In mifek/bancommender: Recommendation system

## Load package on setup
devtools::load_all()
## Load used packages
library(magrittr)
library(knitr)
library(plotly)

## Path to locally stored csv. files
dataset_filepath <- "~/CloudStation/Projekte/r_projects/GoIT/retailrocket-recommender-system-dataset/"

## Convinience functions
fn <- function(x) prettyNum(x, big.mark = ",", decimal.mark = ".")

## data.fram convinience functions
preview_no <- 8
caption_no <- 0
caption_text <- function(str) {
  caption_no <<- caption_no + 1
  paste0("Table ", caption_no, ". ", str)
}

The data

Preperation

ds <- load_retailrocket_data(dataset_filepath)
properties <- ds$properties
category <- ds$category
events <- ds$events

Dataset loaded from Kaggle/retailrocket challange. Downloaded locally and loaded via load_retailrocket_data(filepath)command. The returned list object holds three data.framesnamely r names(ds). The following sections describe those datatables in greater detail.

rm(ds)
events[, timestamp := as.POSIXct(timestamp/1000, origin = '1970-01-01')]
properties[, timestamp := as.POSIXct(timestamp/1000, origin = '1970-01-01')]

Properties

head(properties, n = preview_no) %>% 
  kable(caption = caption_text(paste("Showing", nrow(.), "rows out of", nrow(properties) %>% fn, "from the properties datatable")))
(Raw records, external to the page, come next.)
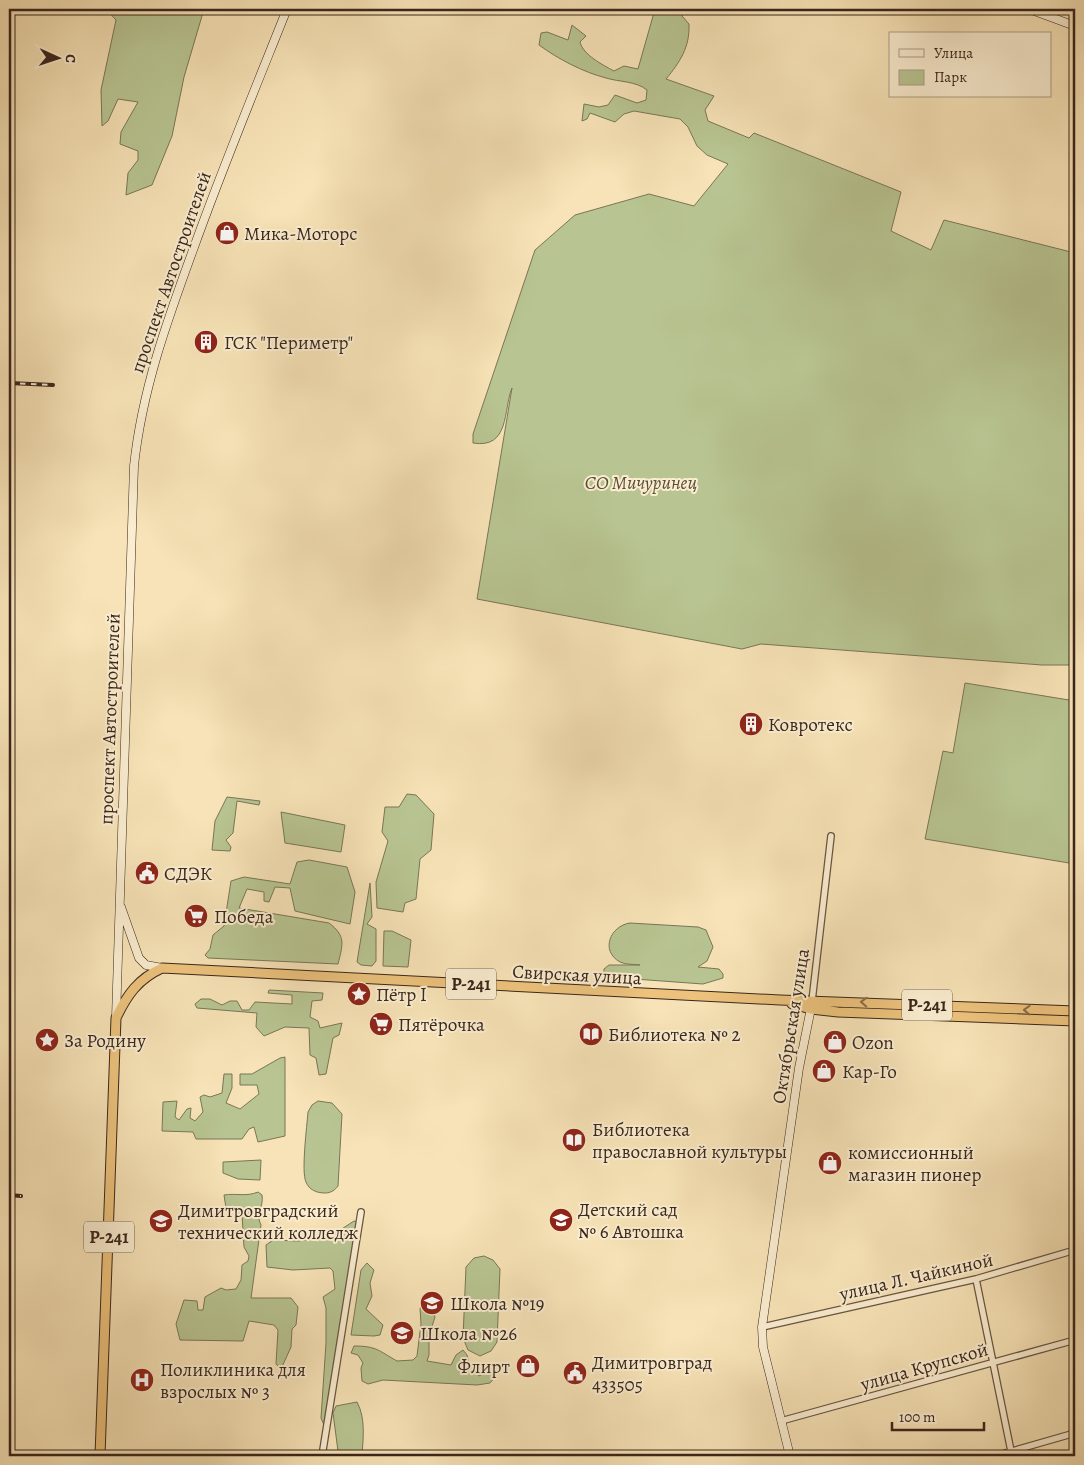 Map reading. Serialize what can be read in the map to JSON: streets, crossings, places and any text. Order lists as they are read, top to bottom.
{
  "streets": {
    "highway": ["проспект Автостроителей", "Свирская улица", "Р-241"],
    "main road": ["Октябрьская улица"],
    "street": ["улица Л. Чайкиной", "улица Крупской"]
  },
  "crossings": [
    ["проспект Автостроителей", "Свирская улица"],
    ["проспект Автостроителей", "Р-241"],
    ["Свирская улица", "Р-241"],
    ["Свирская улица", "Октябрьская улица"],
    ["Р-241", "Октябрьская улица"],
    ["Октябрьская улица", "улица Л. Чайкиной"],
    ["Октябрьская улица", "улица Крупской"]
  ],
  "parks": ["СО Мичуринец"],
  "places": {
    "shop": [
      "Мика-Моторс",
      "Ozon",
      "Кар-Го",
      "комиссионный магазин пионер",
      "Флирт"
    ],
    "building": ["ГСК \"Периметр\"", "Ковротекс"],
    "public building": ["СДЭК", "Димитровград 433505"],
    "supermarket": ["Победа", "Пятёрочка"],
    "place": ["Пётр I", "За Родину"],
    "library": ["Библиотека № 2", "Библиотека православной культуры"],
    "school or university": [
      "Детский сад № 6 Автошка",
      "Димитровградский технический колледж",
      "Школа №19",
      "Школа №26"
    ],
    "hospital": ["Поликлиника для взрослых № 3"]
  },
  "legend": ["Улица", "Парк"],
  "scale_bar": "100 m",
  "north": "right"
}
The properties datatable assignes r properties[, length(unique(property))] %>% fn different properties to the r properties[, length(unique(itemid))] %>% fn unique items over time. All properties are hashed except of the following:

categoryid: Category of item. Categories are arranged in a hierachial structure. See Category section.
available: Number of available item in store.

The rest of the categories are useless, so lets drop them.

properties <- properties[property %chin% c("categoryid", "available")]
properties[, value := as.numeric(value)]

Category

head(category, n = preview_no) %>% 
  kable(caption = caption_text(paste("Showing", nrow(.), "rows out of", nrow(category) %>% fn, "from the category datatable")), align = c("c", "c"))

The category datatable holds hierachial category information in a flat table format mapping item-categories to parent categories over multiple levels.
Following checks are performed:

## Check if each categiory has a unique parent relation
category[, .N, by = .(categoryid)][, max(N)] == 1

## Count the number of top-level categories
category[is.na(parentid), .N]

## Count the number of lowest-level categories
category[!category, .N, on = c("categoryid" = "parentid")]

To investigate in the category hierachy we transform the category datatable to a tree structure.

cat_tree <- category[, .(categoryid, parentid = ifelse(is.na(parentid), -1, parentid))] %>% 
  data.tree::FromDataFrameNetwork() %>% 
  data.tree::ToDataFrameTable("pathString", "name") %>% 
  as.data.table %>% 
  .[, categoryPath := stringr::str_replace(pathString, "^-1/", "")] %>% 
  .[, ultimate_category := as.integer(stringr::str_extract(categoryPath, "^\\d+"))] %>% 
  .[, depth := stringr::str_count(pathString, "/")] %>% 
  .[, categoryid := as.integer(name)] %>% 
  .[, .(categoryid, ultimate_category, depth, categoryPath)]

## Maximum depth of catergory tree
(max_depth <- cat_tree[, max(depth)])

## Size of category groups
print(cat_tree[, .N, by = ultimate_category][order(-N)])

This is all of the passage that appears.